Fangen wir unten an. Zuerst einmal hat man quasi keinerlei Einschränkungen durch eine 2 Jahre alte Wärmeleitpaste. Den Service Intervall kann man also getrost etwas höher schrauben. Wenn man sich jetzt die weiteren Balken mit dem EKWB Kühler anschaut, sieht man, dass Direct Die mit einem nicht dafür ausgelegten Kühler und einer bereits verlöteten CPU nicht wirklich zum Erfolg führen – viel Arbeit, keinerlei Verbesserungen. Die geringe Chipfläche passt scheinbar nicht zum internen Aufbau des mittlerweile 12 Jahre alten EKWB Kühlers.

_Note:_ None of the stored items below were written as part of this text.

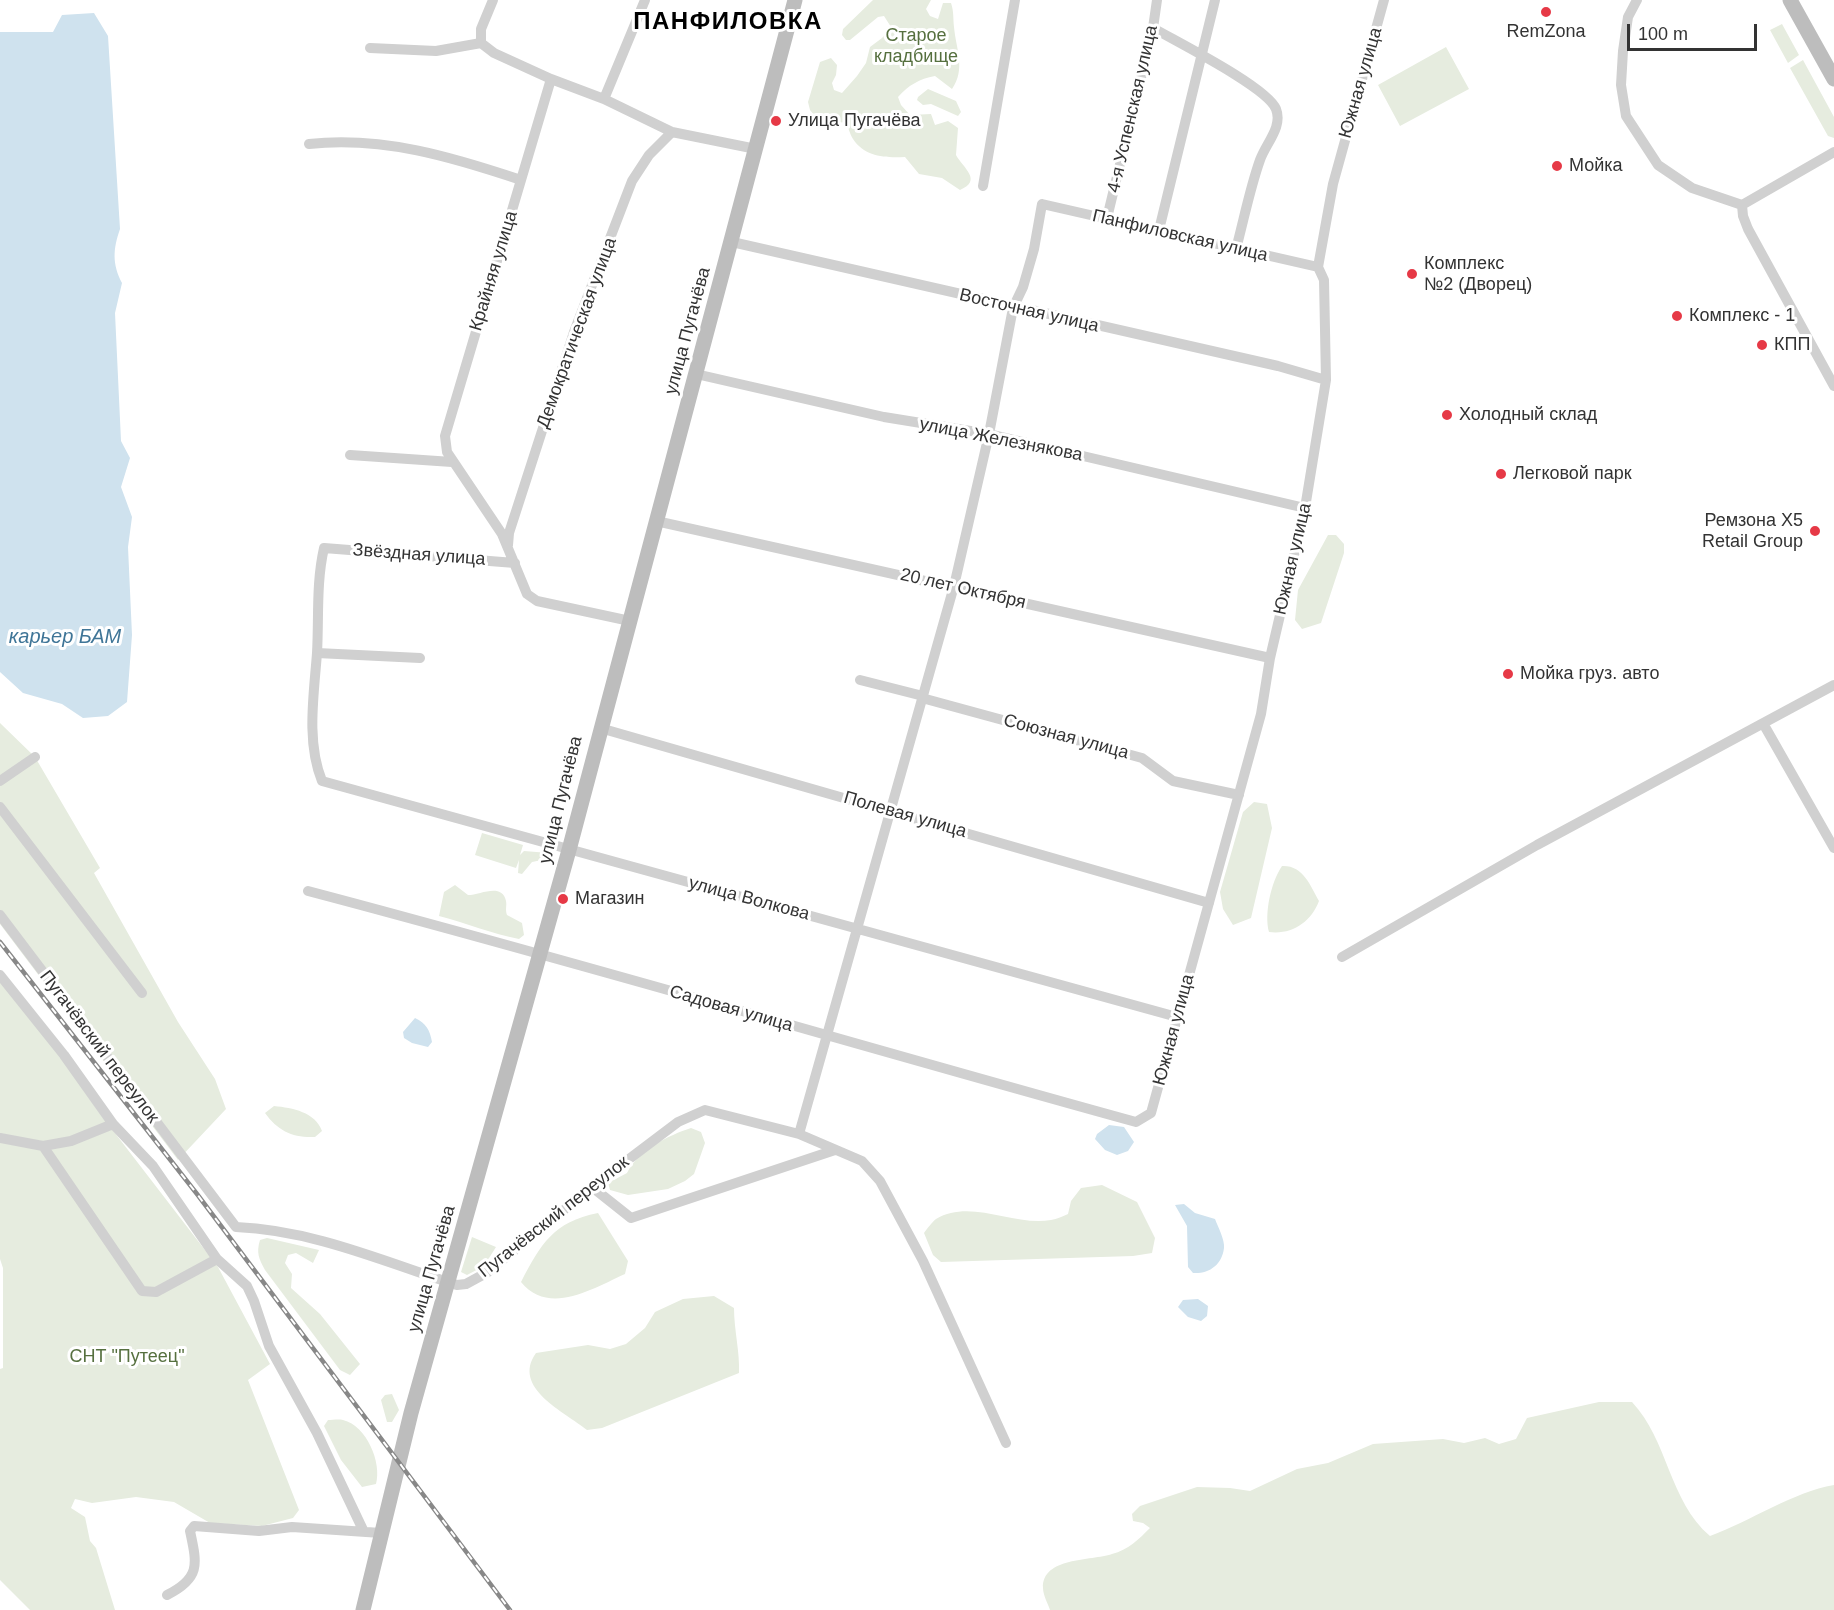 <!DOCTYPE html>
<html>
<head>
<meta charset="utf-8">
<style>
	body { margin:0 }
	#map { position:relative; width:1834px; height:1610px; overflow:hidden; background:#fff; font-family:Arial,sans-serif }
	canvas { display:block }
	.scale { position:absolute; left:1627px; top:24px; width:130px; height:27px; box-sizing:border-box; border:3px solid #333; border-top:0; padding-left:8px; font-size:18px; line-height:21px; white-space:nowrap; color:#333; -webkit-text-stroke:4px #fff; paint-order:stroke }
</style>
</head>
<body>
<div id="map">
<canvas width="1834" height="1610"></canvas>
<div class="scale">100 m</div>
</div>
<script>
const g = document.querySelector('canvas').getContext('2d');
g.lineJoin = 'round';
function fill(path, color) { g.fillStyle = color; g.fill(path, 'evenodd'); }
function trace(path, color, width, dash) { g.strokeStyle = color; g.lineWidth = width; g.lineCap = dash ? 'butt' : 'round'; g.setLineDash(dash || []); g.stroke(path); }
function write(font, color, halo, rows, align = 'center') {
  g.font = font + ' Arial,sans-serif'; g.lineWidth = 6; g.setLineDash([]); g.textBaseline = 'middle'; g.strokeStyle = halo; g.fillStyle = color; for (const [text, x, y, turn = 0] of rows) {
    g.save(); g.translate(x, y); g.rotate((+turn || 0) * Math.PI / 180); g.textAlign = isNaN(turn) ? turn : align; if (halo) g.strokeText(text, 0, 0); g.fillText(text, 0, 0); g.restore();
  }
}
fill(new Path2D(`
	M873,0H931L926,9L930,16L938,19L943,3H951C954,12 953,18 954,27C956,49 966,69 952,89L935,76C919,79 909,85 898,97L901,105L910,115L931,114L935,125L948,121L958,128L956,155C963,168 983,180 960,190L942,178L919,174L905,157C885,158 865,157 853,139C849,133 849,127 845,122L822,125L810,110L808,102L820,62L831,58L837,65L836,75L832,83L834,90L842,93L857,76L866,63L870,47L882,38L891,27L884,16L878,17L850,40H846L842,35L843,29Z
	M1782,24L1799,55L1788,63L1770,30Z
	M1446,47L1469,89L1400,126L1378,85Z
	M1803,60L1834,117V138L1828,136L1790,68Z
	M928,89L956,101L961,112L958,116L931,104L923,105L917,100L918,97Z
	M1328,535H1336L1344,544V553L1321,623L1302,629L1295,620L1298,590Z
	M0,723L35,757L100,868L94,873L178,1022L215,1079L226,1109L178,1160L0,924Z
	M1254,802L1267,804L1272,828L1251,918L1233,925L1223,909L1220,892L1243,812Z
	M482,833L523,845L520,855L524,851L549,853L552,858L532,862L522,874L518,873L519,860L516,868L475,855Z
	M1282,866C1303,865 1310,885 1319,901C1311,922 1292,935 1269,932C1264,914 1271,882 1282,866Z
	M455,885L468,895C480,895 502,882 506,901C507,906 505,909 507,915L522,923L524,935L519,939C492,934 466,923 439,916L444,892Z
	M0,981L54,1047L98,1111L218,1267L270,1364L248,1380L299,1510L293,1518L262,1526L210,1523L174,1502L136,1497L92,1503L75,1499L71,1508L85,1517L90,1541L96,1548L115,1610H30L0,1580V1369L3,1368V1268L0,1259Z
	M274,1106C293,1108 315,1112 322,1131L315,1137C293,1138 278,1131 265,1113Z
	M691,1128L701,1132L705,1143L694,1174L685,1181L668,1189L628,1195L610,1190L608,1183L627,1173C637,1151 669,1135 691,1128Z
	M1102,1185L1137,1202L1155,1238L1152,1253L1133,1256L941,1262L933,1255L924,1233C927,1229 932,1222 936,1219C971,1198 1015,1227 1051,1220C1057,1219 1063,1216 1068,1214L1071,1201L1081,1188Z
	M598,1213L628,1261L625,1274C592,1289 549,1316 521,1282C541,1244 553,1222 598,1213Z
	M472,1237L496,1247L484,1266L467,1275L461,1272Z
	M267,1238L319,1250L313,1263L296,1253L288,1255L285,1263L292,1274L291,1288L320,1314L360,1364L350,1375L340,1370L265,1270C259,1259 256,1253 260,1240Z
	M714,1296L734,1308C734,1330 740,1352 739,1373L602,1428L587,1430C565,1412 511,1388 536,1353L588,1345L610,1349L626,1344L645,1328L655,1312L683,1299Z
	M392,1394L399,1410L392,1422H387L381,1400L385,1395Z
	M1599,1402H1632C1668,1440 1669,1501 1710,1536C1751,1521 1793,1492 1834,1485V1610H1050C1048,1604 1043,1595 1043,1588C1042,1557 1091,1561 1112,1554C1128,1550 1139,1539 1150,1528L1143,1523L1133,1521L1132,1514L1140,1506L1197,1487L1230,1488L1250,1491L1297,1469L1328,1463L1373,1444L1443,1439L1464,1443L1485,1438L1499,1444L1516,1439L1527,1418Z
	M328,1420C332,1420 339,1419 343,1420C367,1426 382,1463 376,1484L362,1487L341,1460L324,1426Z`), '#e6ecdf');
fill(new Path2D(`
	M94,13L108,36L120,229C113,249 112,264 122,283L115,313L121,441L130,458L121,487L132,517L128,547L132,635L127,702L108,716L83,718L62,704L23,693L0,672V32H53L62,15Z
	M415,1018C426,1023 430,1030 432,1042L428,1047L412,1043L404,1038L403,1032Z
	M1109,1125L1124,1127L1134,1142L1128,1151L1117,1155L1105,1150L1095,1139L1097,1134Z
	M1184,1204L1195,1213L1215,1219C1218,1227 1225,1240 1224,1248C1222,1265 1209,1274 1193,1273L1188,1267L1187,1226L1175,1205Z
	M1198,1299L1208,1306L1207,1316L1201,1321L1188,1317L1178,1307L1183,1300Z`), '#cfe2ee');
trace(new Path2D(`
	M1637,0L1628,17L1623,51L1621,85L1626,116L1658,165L1692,188L1742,205L1834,152
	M1153,28C1177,42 1267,87 1276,109C1283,127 1266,143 1260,160C1250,188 1244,219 1236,249
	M481,43L494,53L551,79L604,99L672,132L756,149
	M481,43V29L493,0
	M370,48L436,51L481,43
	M551,79L445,436L447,452L502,534L527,594L537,601L630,621
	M604,99L645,0
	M309,144C383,136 452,157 521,180
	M983,186L1015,0
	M1742,205L1743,216L1748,229L1834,386
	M1107,218L1153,28L1157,0
	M1159,230L1215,0
	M732,242L1278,366L1326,380
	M696,374L884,417L989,434L1305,508
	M350,455L452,462
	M656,521L1270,658
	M508,545L509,533L574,332L632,181L649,155L672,132
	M515,563L324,548C316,583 319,618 317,653C314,694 306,742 322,781L1177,1017
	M317,653L420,658
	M860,680L923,696
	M922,698L1142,758L1173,781L1239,795
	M1764,725L1834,848
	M600,728L1209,903
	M0,781L35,757
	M0,807L142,993
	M308,891C585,964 860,1046 1136,1122L1151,1113L1261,714L1270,658L1305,508L1326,380L1324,280L1318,267L1333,184L1384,0
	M0,915L236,1227C313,1230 385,1262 457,1285L466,1284L488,1272L592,1187L678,1122L705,1110L799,1134L862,1161L880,1181L923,1261L1006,1443
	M1342,957L1537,845L1834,685
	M0,975L64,1055L113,1124L153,1166L217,1259L247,1286L254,1301L269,1346L317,1433L364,1532
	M799,1134L954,586L989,434L1013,308L1023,287L1034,249L1042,204L1318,267
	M0,1138L43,1146L71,1141L113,1124
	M43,1146L142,1291L156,1292L217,1259
	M592,1187L631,1218L835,1150
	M167,1595C201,1578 197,1564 190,1531L194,1526L259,1531L292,1527L381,1533`), '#d0d0d0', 10);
trace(new Path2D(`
	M1790,0L1834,79
	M363,1610L411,1413L569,850L795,0`), '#bdbdbd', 15);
const rail = new Path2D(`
	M0,942L197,1194L510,1610`);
trace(rail, '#888', 4.5);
trace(rail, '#fff', 2, [7]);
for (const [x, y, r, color] of [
	[1546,12,6,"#e63946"],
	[776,121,6,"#e63946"],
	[1557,166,6,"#e63946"],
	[1412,274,6,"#e63946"],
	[1677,316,6,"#e63946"],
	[1762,345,6,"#e63946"],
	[1447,415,6,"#e63946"],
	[1501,474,6,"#e63946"],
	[1815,531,6,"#e63946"],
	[1508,674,6,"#e63946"],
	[563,899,6,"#e63946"]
]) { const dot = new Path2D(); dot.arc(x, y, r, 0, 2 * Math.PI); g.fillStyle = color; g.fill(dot); trace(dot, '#fff', 2); }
write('18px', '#333', '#fff', [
	["RemZona",1546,32,"center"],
	["Улица Пугачёва",788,121],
	["Мойка",1569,166],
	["Комплекс",1424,264],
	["№2 (Дворец)",1424,285],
	["Комплекс - 1",1689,316],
	["КПП",1774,345],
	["Холодный склад",1459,415],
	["Легковой парк",1513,474],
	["Ремзона X5",1803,521,"right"],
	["Retail Group",1803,542,"right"],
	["Мойка груз. авто",1520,674],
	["Магазин",575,899]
], 'left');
write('18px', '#56703f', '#fff', [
	["Старое",916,36],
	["кладбище",916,57],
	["СНТ \"Путеец\"",127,1357]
]);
write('18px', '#333', '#fff', [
	["Южная улица",1361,83,-74],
	["4-я Успенская улица",1133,109,-77],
	["Панфиловская улица",1180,236,13],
	["Крайняя улица",494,271,-73],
	["Восточная улица",1029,311,13],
	["улица Пугачёва",688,331,-75],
	["Демократическая улица",577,333,-70],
	["улица Железнякова",1001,440,11],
	["Звёздная улица",419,555,4],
	["Южная улица",1293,559,-77],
	["20 лет Октября",963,589,13],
	["Союзная улица",1066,737,15],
	["улица Пугачёва",561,800,-76],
	["Полевая улица",905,815,16],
	["улица Волкова",749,899,15],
	["Садовая улица",731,1009,16],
	["Южная улица",1174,1030,-75],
	["Пугачёвский переулок",99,1047,53],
	["Пугачёвский переулок",554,1217,-38],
	["улица Пугачёва",432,1269,-74]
]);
write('italic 20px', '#3f7597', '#fff', [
	["карьер БАМ",65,637]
]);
g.letterSpacing = '1.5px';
write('bold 24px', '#000', '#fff', [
	["ПАНФИЛОВКА",728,22]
]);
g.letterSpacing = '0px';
</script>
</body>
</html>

Auch wenn der Direct Die Frame durch seine nur minimal tiefere Einfassung gegenüber dem Die selbst vermutlich ziemlich gut verhindert, dass man das Silizium durch einseitige Spitzenlasten beim Anziehen des CPU Kühlers zerstört, so war es doch jedes mal ein Nervenakt den EKWB Kühler zu verbauen, gerade mit der wilden Montagesituation, die Aufgrund der tieferen Montage – dank fehlendem Heatspreader, gewählt werden musste. Der Anpressdruck war trotzdem für die Tests ausreichend, zeigt aber durch die kleine Chipfläche und die konzentrierte Wärmeeinbringung, dass ein normaler Wasserkühler vielleicht doch schnell überfordert wird. Die Temperaturen steigen im EKWB Direct Die um 3°C in der Spitze. Der Vergleich mit Aeronaut hingt vielleicht etwas, da vermutlich sich niemand die Mühe des Köpfens macht und dann eine „Einsteiger“ Wärmeleitpaste verwendet, aber diese hatten wir gerade zur Hand und dient lediglich als Vergleich. Dennoch sieht man, dass auch der TG Mycro Direct Die Wasserkühler mit Aeronaut nicht sein volles Potential ausschöpfen kann. Mycro mit Aeronaut montiert stellt dabei sogar den worse case dar und zeigt die schlechtesten Temperaturen des gesamten Feldes. Während der EKWB Kühler auf dem geköpften 7800X3D mit Flüssigmetall unter Last gerade so auf die Temperaturen der Eingangsmessung kommt, so sind die Leerlauftemperaturen immerhin um 5°C niedriger. Der Vollständigkeit nochmal die weiteren, erhobenen Werte:
| Cinebench R24 Score | CPU Taktrate | CPU Leistungsaufnahme | |
| TG Mycro + Conductonaut -30 PBO | 1115 | 4.950 MHz | 73,3 W |
| TG Mycro + Conductonaut | 1070 | 4.800 MHz | 73 W |
| TG Mycro + Aeronaut | 1071 | 4.740 MHz | 73 W |
| EKWB direct Die + Conductonaut | 1055 | 4.780 MHz | 73 W |
| EKWB direct Die + Aeronaut | 1042 | 4.732 MHz | 70 W |
| EKWB + Aeronaut neu | 1060 | 4.788 MHz | 73 W |
| EKWB + Aeronaut 2 Jahre alt | 1061 | 4.755 MHz | 73 W |
Der TG Mycro Direct Die Pro kann erst mit Flüssigmetall so richtig zeigen was er kann, wenn auch er vermutlich von mehr Chipfläche profitieren würde. Es werden eine Reduzierung der Leerlauftemperaturen um 3°C, 3°C niedrigere Durchschnittstemperaturen und auch in der Spitze um 4°C niedrigere Temperaturen erreicht. Eine andere Ryzen 7000 CPU mit 2 CCDs bzw. CPU Dies und mehr Kernen – zumindest was man bei anderen Usern und Reviewern so ließt, lässt mehr Spielraum für den Mycro zu. Auch der 3D V Cache arbeitet wohl als Isolierschicht gegen eine bessere Temperatur Performance, da er sich auf dem Silizium wohl an oberster Stelle befindet. Der 7800X3D ist also vielleicht nicht der geeignetste Kandidat für Direct Die Kühlung und den Aufwand des Köpfens inklusive dem potentiellen Risikos des kompletten Verlustes der CPU nicht wert.